■ About this exercise:
Which lines in the records below include the word "shadow"? Report each of them in full.
*** Source material Section Begins ***
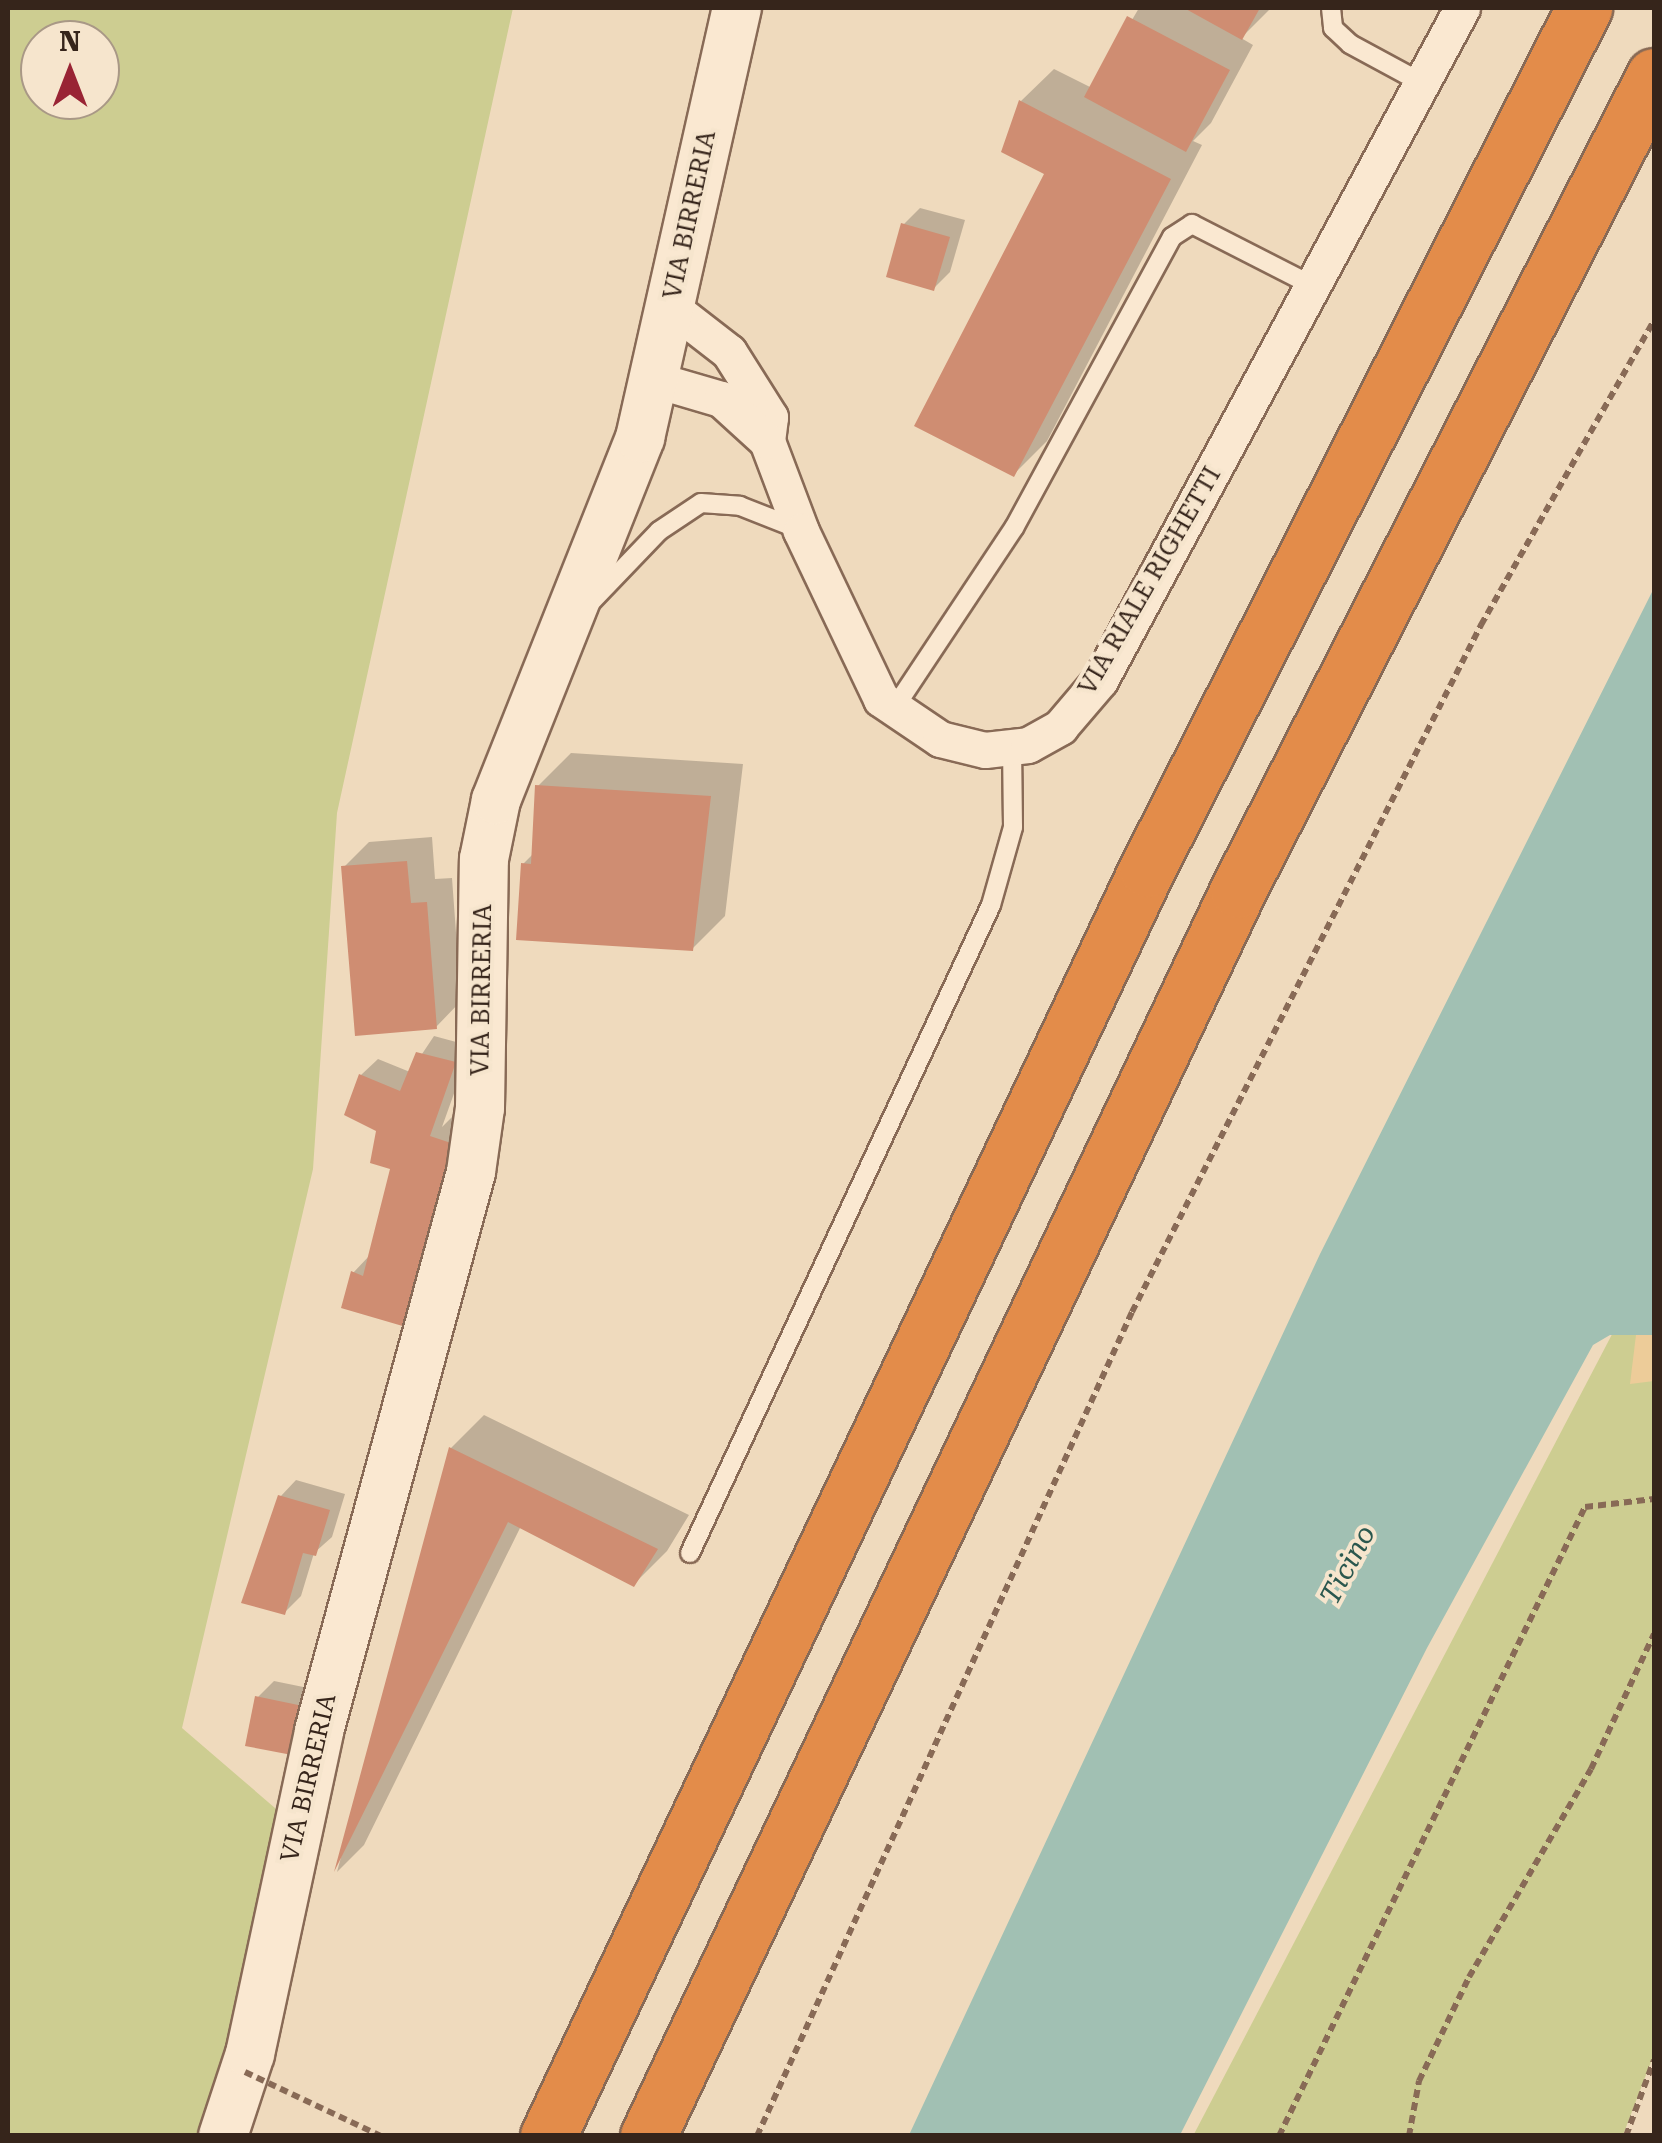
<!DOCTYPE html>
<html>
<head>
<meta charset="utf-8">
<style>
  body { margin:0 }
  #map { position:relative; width:1662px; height:2143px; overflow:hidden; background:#efdabd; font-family:"Roboto Serif",serif }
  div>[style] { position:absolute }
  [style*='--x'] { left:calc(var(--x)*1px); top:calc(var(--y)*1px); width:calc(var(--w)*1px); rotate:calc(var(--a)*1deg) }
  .green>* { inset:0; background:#cdcd91 }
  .sand>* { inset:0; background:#edcc99 }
  .water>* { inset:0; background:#a1c0b3 }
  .shadow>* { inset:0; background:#0003 }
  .building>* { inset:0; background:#cf8d72 }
  .path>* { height:6px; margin-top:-3px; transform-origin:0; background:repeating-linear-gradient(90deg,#886a56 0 8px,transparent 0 13px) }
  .roads { filter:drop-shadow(2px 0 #886a56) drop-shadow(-2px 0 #886a56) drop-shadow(0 2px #886a56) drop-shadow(0 -2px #886a56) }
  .lane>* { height:18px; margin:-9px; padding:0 9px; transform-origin:9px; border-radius:9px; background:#fae8d1 }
  .street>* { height:35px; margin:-17.5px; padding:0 17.5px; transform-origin:17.5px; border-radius:17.5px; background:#fae8d1 }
  .secondary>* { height:48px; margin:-24px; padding:0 24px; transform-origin:24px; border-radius:24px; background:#fae8d1 }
  .highway>* { height:55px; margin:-27.5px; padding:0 27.5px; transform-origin:27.5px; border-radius:27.5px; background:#e38c4a }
  .path-bridge>* { height:6px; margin-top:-3px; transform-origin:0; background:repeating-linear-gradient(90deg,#886a56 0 8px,transparent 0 13px) }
  span { translate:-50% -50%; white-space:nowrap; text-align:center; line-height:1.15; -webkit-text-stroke:8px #f6e5cd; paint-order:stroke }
  .street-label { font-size:25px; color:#36251b }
  .water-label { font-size:28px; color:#2a574e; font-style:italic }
  .frame { position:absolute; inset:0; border:10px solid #36251b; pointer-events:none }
  .north { position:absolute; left:20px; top:20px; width:100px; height:100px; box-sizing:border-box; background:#f6e5cd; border:2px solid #a99886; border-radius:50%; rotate:0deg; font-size:28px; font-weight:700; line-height:40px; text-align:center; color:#36251b }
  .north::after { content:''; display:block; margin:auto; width:35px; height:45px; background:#992434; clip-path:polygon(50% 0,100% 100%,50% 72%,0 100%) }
</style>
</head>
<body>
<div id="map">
  <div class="green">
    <div style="clip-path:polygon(evenodd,8px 8px,513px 8px,337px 813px,313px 1169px,182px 1728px,296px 1826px,223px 2135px,8px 2136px,8px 8px,40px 40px,100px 40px,100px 100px,40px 100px,40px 40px)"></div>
    <div style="clip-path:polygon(1654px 1254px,1654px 2054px,1623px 2135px,1193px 2136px)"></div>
  </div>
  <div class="sand">
    <div style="clip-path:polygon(1636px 1335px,1654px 1335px,1654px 1381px,1630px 1384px)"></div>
  </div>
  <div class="water">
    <div style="clip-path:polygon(1654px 588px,1654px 1335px,1610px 1335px,1593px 1345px,1427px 1648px,1180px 2135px,909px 2135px,1320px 1254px)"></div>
  </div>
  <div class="shadow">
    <div style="clip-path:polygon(1139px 8px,1271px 8px,1241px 38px,1253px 45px,1211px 123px,1193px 141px,1202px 145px,1047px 441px,1014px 474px,1047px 173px,1021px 101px,1054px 69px,1092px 88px)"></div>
    <div style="clip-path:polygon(920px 208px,965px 220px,950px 272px,934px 288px,904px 224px)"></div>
    <div style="clip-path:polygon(571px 753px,743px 764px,725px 916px,692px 949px,523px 864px,534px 853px,538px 786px)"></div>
    <div style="clip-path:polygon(432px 837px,435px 879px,452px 878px,461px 1001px,436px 1027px,344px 867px,369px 842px)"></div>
    <div style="clip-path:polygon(434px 1036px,471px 1046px,442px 1127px,457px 1112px,478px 1119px,405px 1324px,353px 1273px,370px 1255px,393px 1167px,361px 1075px,378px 1059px,410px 1072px)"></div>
    <div style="clip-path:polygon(484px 1415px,689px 1515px,667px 1551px,634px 1584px,521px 1526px,364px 1845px,337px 1872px,451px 1448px)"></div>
    <div style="clip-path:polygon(296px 1480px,345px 1494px,332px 1537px,314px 1553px,301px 1596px,285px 1612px,280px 1497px)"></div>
    <div style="clip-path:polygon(274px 1681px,318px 1690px,308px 1736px,258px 1697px)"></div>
  </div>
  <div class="building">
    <div style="clip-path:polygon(1184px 8px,1260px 8px,1242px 40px)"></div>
    <div style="clip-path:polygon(1127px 16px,1230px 70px,1186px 152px,1084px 97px)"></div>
    <div style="clip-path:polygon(1019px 100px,1171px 179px,1014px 477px,914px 426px,1044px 174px,1001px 152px)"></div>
    <div style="clip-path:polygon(901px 223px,950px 237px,934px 291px,886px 277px)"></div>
    <div style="clip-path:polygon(535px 785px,711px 796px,693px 951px,516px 940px,521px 863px,531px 864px)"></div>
    <div style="clip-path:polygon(407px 861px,411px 903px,427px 902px,437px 1029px,355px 1036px,341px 866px)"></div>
    <div style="clip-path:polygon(416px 1052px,456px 1062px,430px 1136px,454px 1144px,406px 1327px,341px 1308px,351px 1271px,363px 1276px,390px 1169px,370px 1163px,376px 1131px,344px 1115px,359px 1074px,400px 1091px)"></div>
    <div style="clip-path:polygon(449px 1447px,658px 1549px,634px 1587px,508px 1522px,334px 1872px)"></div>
    <div style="clip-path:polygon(278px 1495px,330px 1510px,316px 1556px,303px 1553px,285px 1615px,241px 1603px)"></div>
    <div style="clip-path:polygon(255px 1696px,303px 1706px,292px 1755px,245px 1746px)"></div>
  </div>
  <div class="path">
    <div style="--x:757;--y:2136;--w:905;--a:-65.53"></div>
    <div style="--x:1132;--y:1312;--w:771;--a:-63.07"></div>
    <div style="--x:1481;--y:625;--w:351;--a:-60.4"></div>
    <div style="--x:1279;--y:2136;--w:699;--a:-64.06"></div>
    <div style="--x:1585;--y:1507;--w:69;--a:-6.6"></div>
    <div style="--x:1409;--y:2136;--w:56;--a:-79.7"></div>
    <div style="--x:1419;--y:2081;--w:115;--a:-64.3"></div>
    <div style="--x:1469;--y:1977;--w:241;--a:-59.6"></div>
    <div style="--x:1591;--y:1769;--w:149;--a:-65"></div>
    <div style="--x:1626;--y:2136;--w:81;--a:-69.8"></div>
  </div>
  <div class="roads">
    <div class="lane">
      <div style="--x:1331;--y:8;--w:20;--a:84"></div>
      <div style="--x:1333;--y:28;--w:23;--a:43"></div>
      <div style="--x:1350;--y:44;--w:82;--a:28.4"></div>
      <div style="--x:591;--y:602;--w:98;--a:-46.2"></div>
      <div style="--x:659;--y:531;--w:50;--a:-33.7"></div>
      <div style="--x:701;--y:503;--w:39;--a:4"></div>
      <div style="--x:740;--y:506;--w:66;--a:21.5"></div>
      <div style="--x:893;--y:710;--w:219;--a:-56.4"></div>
      <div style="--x:1014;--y:528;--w:331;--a:-61.5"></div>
      <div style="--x:1172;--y:237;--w:24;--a:-33"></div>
      <div style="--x:1192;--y:224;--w:136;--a:27.1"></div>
      <div style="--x:690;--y:1553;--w:714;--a:-65.08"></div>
      <div style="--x:991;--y:905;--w:81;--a:-74.2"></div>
      <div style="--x:1013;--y:827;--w:78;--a:-90.7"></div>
    </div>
    <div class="street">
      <div style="--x:671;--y:307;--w:73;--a:37.8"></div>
      <div style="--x:729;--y:352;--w:77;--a:57.8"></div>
      <div style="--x:770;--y:417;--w:24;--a:97"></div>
      <div style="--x:767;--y:441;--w:96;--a:69.3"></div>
      <div style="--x:801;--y:531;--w:186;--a:64.5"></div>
      <div style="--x:881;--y:699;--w:71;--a:34.1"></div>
      <div style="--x:940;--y:739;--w:46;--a:13.7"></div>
      <div style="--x:985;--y:750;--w:43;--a:-6.6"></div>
      <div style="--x:1028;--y:745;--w:37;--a:-29"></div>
      <div style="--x:1060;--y:727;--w:62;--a:-49.6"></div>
      <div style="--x:1100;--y:680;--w:763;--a:-61.69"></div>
      <div style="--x:656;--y:380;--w:68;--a:16.3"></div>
      <div style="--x:721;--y:399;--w:62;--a:42.4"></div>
    </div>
    <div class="secondary">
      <div style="--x:223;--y:2136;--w:86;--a:-71.8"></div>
      <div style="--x:250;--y:2054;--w:330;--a:-77.9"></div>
      <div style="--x:319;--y:1731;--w:579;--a:-74.79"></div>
      <div style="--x:471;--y:1172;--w:65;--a:-82"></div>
      <div style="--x:480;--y:1108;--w:249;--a:-89.1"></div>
      <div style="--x:484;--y:859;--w:60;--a:-78.5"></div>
      <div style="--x:496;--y:800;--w:390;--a:-68.3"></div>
      <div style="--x:640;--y:438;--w:441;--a:-77.3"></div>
    </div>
    <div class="highway">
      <div style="--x:548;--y:2136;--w:1401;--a:-64.7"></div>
      <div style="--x:1147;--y:869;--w:966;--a:-63.09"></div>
      <div style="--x:648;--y:2136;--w:1379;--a:-64.66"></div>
      <div style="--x:1238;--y:890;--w:914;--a:-62.93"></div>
    </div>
  </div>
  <div class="path-bridge">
    <div style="--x:245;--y:2072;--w:150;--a:25.2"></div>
  </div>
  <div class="street-label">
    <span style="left:690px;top:215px;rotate:-78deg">VIA BIRRERIA</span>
    <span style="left:1150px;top:581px;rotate:-60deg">VIA RIALE RIGHETTI</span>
    <span style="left:482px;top:990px;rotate:-89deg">VIA BIRRERIA</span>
    <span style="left:309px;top:1778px;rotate:-77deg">VIA BIRRERIA</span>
  </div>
  <div class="water-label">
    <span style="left:1348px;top:1565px;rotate:-62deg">Ticino</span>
  </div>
  <div class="frame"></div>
  <div class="north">N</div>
</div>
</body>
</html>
*** Source material Section Ends ***
■ Answer area:
  .shadow>* { inset:0; background:#0003 }
  .roads { filter:drop-shadow(2px 0 #886a56) drop-shadow(-2px 0 #886a56) drop-shadow(0 2px #886a56) drop-shadow(0 -2px #886a56) }
  <div class="shadow">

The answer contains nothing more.